Deep relationships such as these are fraught with difficulty, though, for both sides. Campaigning NGOs worry, naturally, that getting sucked into the corporate world will blunt their campaigning edge. There is a tension between wanting to help companies improve their performance and exposing them for not performing well enough. And different skills are needed for these conflicting roles. On the corporate side, there are fears that less scrupulous NGOs could confuse these two roles, capitalizing on knowledge gained through partnership to embarrass the erstwhile partner – as reported in Ethical Performance recently (EP5, issue 5, p2).
The biggest problem, though, is surely one of resources. Even the largest NGOs do not have enough skilled people to do all the engaging and partnership work that needs to be done. A certain amount of ‘dialogue fatigue’ must already be affecting the capacity for even rudimentary engagement, yet many more companies need to be addressed, and many more issues demand partnership approaches.

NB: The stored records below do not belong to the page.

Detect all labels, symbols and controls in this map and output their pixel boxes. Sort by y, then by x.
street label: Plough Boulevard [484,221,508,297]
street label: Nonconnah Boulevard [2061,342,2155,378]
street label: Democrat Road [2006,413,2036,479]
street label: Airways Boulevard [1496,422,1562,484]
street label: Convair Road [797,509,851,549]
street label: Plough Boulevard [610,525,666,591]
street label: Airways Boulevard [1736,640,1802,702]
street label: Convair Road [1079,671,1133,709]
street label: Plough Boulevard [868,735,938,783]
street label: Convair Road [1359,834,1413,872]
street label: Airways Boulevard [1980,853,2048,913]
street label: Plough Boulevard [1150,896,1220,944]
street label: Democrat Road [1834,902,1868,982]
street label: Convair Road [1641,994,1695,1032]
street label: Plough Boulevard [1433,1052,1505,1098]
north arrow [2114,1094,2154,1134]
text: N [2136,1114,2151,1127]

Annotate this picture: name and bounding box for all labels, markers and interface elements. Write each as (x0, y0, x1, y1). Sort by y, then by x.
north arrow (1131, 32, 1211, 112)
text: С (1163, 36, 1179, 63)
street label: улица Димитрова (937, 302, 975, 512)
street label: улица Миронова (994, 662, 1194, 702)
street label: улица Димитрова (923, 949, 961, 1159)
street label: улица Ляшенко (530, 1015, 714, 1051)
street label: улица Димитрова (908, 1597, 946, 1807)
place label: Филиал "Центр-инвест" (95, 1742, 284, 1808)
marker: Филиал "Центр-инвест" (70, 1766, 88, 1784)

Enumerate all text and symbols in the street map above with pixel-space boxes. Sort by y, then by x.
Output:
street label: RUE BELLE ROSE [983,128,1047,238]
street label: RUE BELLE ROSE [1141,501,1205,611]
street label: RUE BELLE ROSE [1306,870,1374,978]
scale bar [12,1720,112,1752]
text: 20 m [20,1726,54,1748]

Put bluntly, NGOs just don’t have enough money to invest in the depth of engagement which many companies now want. I have heard two different complaints from corporate managers: on the one hand, an NGO that wanted what amounted to a consultancy fee for working an a project; on the other, that a company wished it could give an NGO some money so the pressure group could operate more effectively.
Neither of these options is feasible. It is possible, but very dangerous, for some NGOs to accept project funding from a consortium, or jointly to develop a non-campaigning initiative. But any campaigning NGO that takes money from a company risks its reputation for fearless campaigning.
Perhaps the answer is a trust fund, endowed with corporate (and possibly even government) donations, which would make grants to appropriate partnership projects. It would allow the corporate world collectively to boost NGO resources, and that collectivity would overcome the threat to independence which goes with direct donations. A grant-making trust would also provide a suitable intermediary which could ensure that the money was spent on activities by organizations that supported partnership principles.
It wouldn’t be easy to persuade hard-pressed businesses to part with money for these purposes. But the alternative may be to limp along with inadequate partnerships.
Roger Cowe is a business journalist specializing in corporate social responsibility.